Unit 6: Industrialization and Economic Development
From the College Board: (emphasis mine)
Students learns about the geographic elements of industrialization and economic development, including past and present patterns of industrialization, types of economic sectors, and the acquisition of comparative advantage and complementarity. Students also learn how models of economic development (e.g., Rostow's stages of economic growth and Wallerstein's world-systems theory) help to explain why the world is divided into a more developed economic core and a less developed periphery with (in some cases) a semiperiphery between them.
The analysis of contemporary patterns of industrialization and their impact on development is another important focus. Students use measures of development (e.g., gross domestic product and the Human Development Index [HDI]) as tools to understand patterns of economic differences. Additional topics to be studied included Weber's industrial location theory and accounts of economic globalization, which accent time-space compression and the new international division of labor. For example, students analyze the reasons why some Asian economies achieved rapid rates of growth in the mid- to late 20th century, whereas the economies o most countries south fo the Sahara did not.

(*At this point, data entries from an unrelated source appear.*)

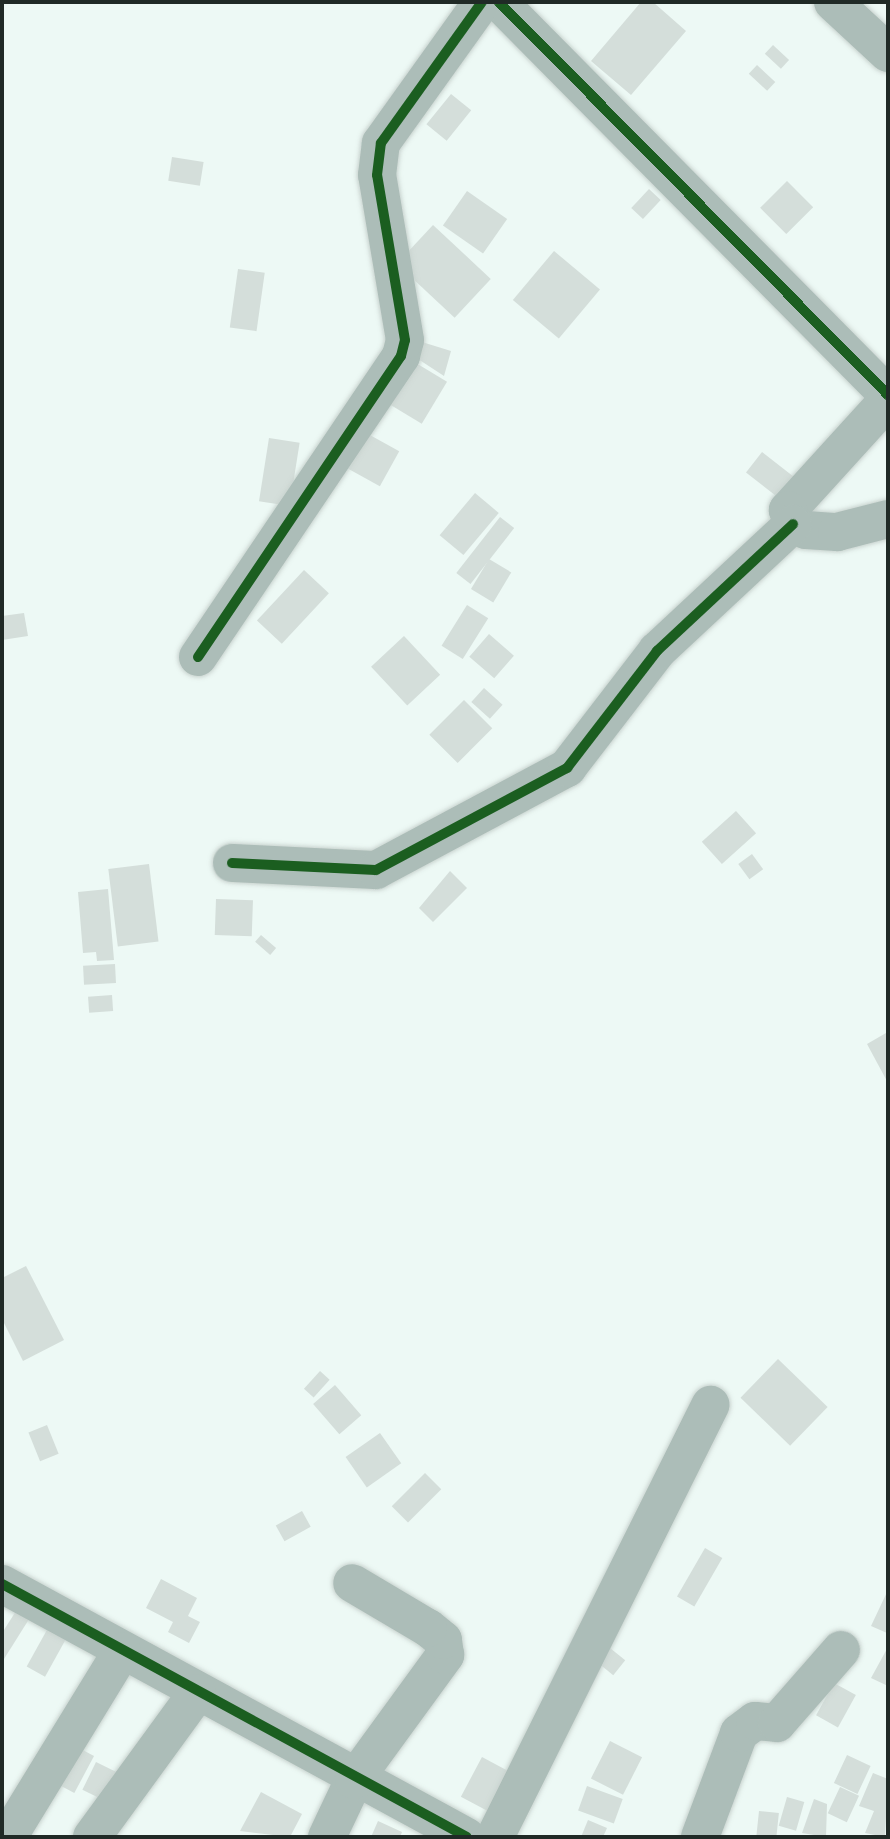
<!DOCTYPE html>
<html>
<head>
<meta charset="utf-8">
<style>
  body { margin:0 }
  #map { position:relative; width:890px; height:1839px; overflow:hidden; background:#edf9f5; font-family:Signika,sans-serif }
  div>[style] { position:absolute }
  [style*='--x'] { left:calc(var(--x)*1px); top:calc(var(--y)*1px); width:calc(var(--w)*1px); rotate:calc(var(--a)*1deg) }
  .building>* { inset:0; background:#d4deda; transform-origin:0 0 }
  .roads { filter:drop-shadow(0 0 2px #c9d3cf) drop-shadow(0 0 2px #c9d3cf) }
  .minor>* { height:38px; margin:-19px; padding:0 19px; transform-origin:19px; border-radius:19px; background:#acbdb8 }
  .cycleway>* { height:10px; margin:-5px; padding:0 5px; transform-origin:5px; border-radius:5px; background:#1b5e20 }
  span { translate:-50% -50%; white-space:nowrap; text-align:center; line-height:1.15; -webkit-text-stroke:8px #fff; paint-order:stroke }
  .frame { position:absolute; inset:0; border:4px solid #202a26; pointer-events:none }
</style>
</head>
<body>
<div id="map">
  <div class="building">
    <div style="clip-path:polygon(641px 2px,653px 2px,686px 31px,631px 95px,591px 61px)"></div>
    <div style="left:773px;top:45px;width:22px;height:12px;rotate:43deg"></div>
    <div style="left:757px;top:65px;width:25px;height:12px;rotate:43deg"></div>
    <div style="left:451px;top:94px;width:26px;height:39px;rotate:39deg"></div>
    <div style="left:172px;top:157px;width:32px;height:24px;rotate:9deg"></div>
    <div style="left:787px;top:181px;width:37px;height:38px;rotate:45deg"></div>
    <div style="left:649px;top:189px;width:16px;height:26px;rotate:43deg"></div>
    <div style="left:467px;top:191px;width:49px;height:42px;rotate:35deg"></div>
    <div style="left:433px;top:225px;width:79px;height:53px;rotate:43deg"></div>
    <div style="left:554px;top:251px;width:60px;height:64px;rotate:40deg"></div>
    <div style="left:238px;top:269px;width:27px;height:59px;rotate:8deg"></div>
    <div style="clip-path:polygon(422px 342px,451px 351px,444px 376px,418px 359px)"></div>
    <div style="left:411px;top:360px;width:42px;height:49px;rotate:31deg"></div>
    <div style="left:359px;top:429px;width:46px;height:40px;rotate:29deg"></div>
    <div style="left:269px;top:438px;width:31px;height:64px;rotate:9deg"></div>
    <div style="left:762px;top:452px;width:46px;height:26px;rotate:38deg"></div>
    <div style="left:475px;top:493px;width:31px;height:55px;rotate:40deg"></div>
    <div style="left:500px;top:517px;width:18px;height:71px;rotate:38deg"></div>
    <div style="left:489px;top:559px;width:26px;height:35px;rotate:31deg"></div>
    <div style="left:304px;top:570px;width:34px;height:69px;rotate:43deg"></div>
    <div style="left:467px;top:605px;width:25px;height:48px;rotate:32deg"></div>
    <div style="clip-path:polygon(24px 613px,28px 636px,2px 640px,2px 616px)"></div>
    <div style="left:489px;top:634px;width:33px;height:30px;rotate:41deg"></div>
    <div style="left:404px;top:636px;width:53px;height:45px;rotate:47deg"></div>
    <div style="left:484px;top:688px;width:25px;height:19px;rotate:42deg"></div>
    <div style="left:464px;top:700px;width:40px;height:49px;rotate:45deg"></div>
    <div style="left:736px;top:811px;width:30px;height:46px;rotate:48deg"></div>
    <div style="left:752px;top:854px;width:19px;height:17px;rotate:54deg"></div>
    <div style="left:149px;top:864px;width:78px;height:41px;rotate:83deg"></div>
    <div style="clip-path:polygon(450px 871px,467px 888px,433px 922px,419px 908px)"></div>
    <div style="clip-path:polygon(108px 889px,114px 960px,97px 961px,96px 952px,83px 953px,78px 892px)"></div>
    <div style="left:216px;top:899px;width:37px;height:36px;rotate:2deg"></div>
    <div style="left:261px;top:935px;width:20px;height:9px;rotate:41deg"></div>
    <div style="left:115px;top:964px;width:19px;height:32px;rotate:87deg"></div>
    <div style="left:112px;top:995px;width:16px;height:24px;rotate:86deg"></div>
    <div style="clip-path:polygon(886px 1033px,888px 1037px,888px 1083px,867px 1044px)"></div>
    <div style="clip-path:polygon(26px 1266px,64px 1340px,23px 1361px,2px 1319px,2px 1278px)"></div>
    <div style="left:778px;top:1359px;width:69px;height:54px;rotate:44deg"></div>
    <div style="left:320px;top:1371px;width:13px;height:24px;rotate:42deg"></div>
    <div style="left:335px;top:1385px;width:40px;height:29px;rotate:49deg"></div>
    <div style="left:47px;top:1425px;width:31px;height:20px;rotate:68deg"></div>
    <div style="left:380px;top:1433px;width:37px;height:42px;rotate:55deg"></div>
    <div style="left:425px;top:1473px;width:23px;height:47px;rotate:45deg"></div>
    <div style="left:302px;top:1511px;width:18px;height:30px;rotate:61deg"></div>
    <div style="left:705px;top:1548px;width:20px;height:56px;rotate:30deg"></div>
    <div style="clip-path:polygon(161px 1579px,197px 1598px,188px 1616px,200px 1622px,189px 1643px,168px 1632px,173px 1622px,146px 1608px)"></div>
    <div style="clip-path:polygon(888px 1590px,888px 1631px,887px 1633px,871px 1626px)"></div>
    <div style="clip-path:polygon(18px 1608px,31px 1616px,4px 1659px,2px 1633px)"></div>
    <div style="left:48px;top:1628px;width:21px;height:44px;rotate:29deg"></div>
    <div style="left:605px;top:1644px;width:26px;height:19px;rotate:39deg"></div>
    <div style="clip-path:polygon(888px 1647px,888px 1686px,871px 1678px)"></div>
    <div style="left:834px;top:1683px;width:25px;height:37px;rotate:29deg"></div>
    <div style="left:610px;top:1741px;width:36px;height:42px;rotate:27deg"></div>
    <div style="left:79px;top:1748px;width:17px;height:42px;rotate:28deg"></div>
    <div style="left:847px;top:1755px;width:26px;height:31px;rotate:25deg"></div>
    <div style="left:482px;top:1757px;width:34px;height:45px;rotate:28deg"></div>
    <div style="left:96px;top:1762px;width:34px;height:31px;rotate:26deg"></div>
    <div style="clip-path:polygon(873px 1773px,888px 1779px,885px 1837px,865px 1833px,874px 1811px,859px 1806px)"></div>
    <div style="left:587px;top:1786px;width:38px;height:26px;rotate:20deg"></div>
    <div style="left:840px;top:1787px;width:21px;height:29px;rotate:25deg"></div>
    <div style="clip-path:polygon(261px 1792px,302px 1814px,290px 1837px,240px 1831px)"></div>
    <div style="left:787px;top:1797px;width:18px;height:30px;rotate:16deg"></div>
    <div style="clip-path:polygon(814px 1799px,827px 1804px,826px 1837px,802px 1833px)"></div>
    <div style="left:759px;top:1811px;width:20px;height:26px;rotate:6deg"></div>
    <div style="clip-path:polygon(588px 1820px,607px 1828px,603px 1837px,581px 1837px)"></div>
    <div style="clip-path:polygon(378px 1821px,402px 1832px,400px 1837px,371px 1837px)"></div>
  </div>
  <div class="roads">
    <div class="minor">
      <div style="--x:499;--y:2;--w:553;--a:45.29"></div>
      <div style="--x:833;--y:2;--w:75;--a:42.8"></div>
      <div style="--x:888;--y:400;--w:149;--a:132.3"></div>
      <div style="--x:788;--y:510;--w:15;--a:70"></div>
      <div style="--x:793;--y:524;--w:14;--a:25"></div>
      <div style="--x:806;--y:530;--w:31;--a:4"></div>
      <div style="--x:837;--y:532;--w:53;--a:-14.3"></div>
      <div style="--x:198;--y:657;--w:363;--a:-56"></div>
      <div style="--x:401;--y:356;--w:16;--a:-76"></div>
      <div style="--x:405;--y:340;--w:167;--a:-99.6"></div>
      <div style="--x:377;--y:175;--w:32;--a:-83"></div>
      <div style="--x:381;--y:143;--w:173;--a:-54.4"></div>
      <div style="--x:232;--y:863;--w:144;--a:2.8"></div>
      <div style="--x:376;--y:870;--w:217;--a:-28.1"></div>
      <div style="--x:567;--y:768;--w:148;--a:-52.4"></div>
      <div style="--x:657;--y:651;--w:186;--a:-43"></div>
      <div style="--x:2;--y:1584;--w:529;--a:28.55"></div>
      <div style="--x:8;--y:1837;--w:218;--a:-58.5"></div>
      <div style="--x:92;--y:1837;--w:178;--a:-53.9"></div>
      <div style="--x:327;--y:1837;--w:63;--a:-64.7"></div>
      <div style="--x:354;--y:1780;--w:155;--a:-53.9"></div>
      <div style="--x:445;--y:1655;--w:15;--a:-98"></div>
      <div style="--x:443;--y:1640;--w:19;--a:-141"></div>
      <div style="--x:428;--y:1628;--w:88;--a:-149.4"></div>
      <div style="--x:495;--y:1837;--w:483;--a:-63.5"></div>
      <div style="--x:700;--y:1837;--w:111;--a:-69.4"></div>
      <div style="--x:739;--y:1733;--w:20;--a:-37"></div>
      <div style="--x:755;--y:1721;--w:22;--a:5"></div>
      <div style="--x:777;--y:1723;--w:97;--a:-48.8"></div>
    </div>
  </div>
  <div class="cycleway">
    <div style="--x:499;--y:2;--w:553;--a:45.29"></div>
    <div style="--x:198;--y:657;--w:363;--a:-56"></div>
    <div style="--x:401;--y:356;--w:16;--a:-76"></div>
    <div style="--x:405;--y:340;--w:167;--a:-99.6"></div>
    <div style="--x:377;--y:175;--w:32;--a:-83"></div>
    <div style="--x:381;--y:143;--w:173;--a:-54.4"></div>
    <div style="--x:232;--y:863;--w:144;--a:2.8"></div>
    <div style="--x:376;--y:870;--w:217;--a:-28.1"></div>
    <div style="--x:567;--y:768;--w:148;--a:-52.4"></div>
    <div style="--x:657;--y:651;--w:186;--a:-43"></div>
    <div style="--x:2;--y:1584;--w:529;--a:28.55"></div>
  </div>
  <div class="frame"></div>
</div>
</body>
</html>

Students also examine the ways in which countries, regions, and communities must confront new patterns of economic inequality that are linked to geographies of interdependence in the world economy. Relevant topics include the global financial crisis, the shift in manufacturing to newly industrialized countries (NICs), imbalances in consumption patterns, the roles of women in the labor force, energy use, the conservation of resources, and the impact of pollution on the environment and quality of life.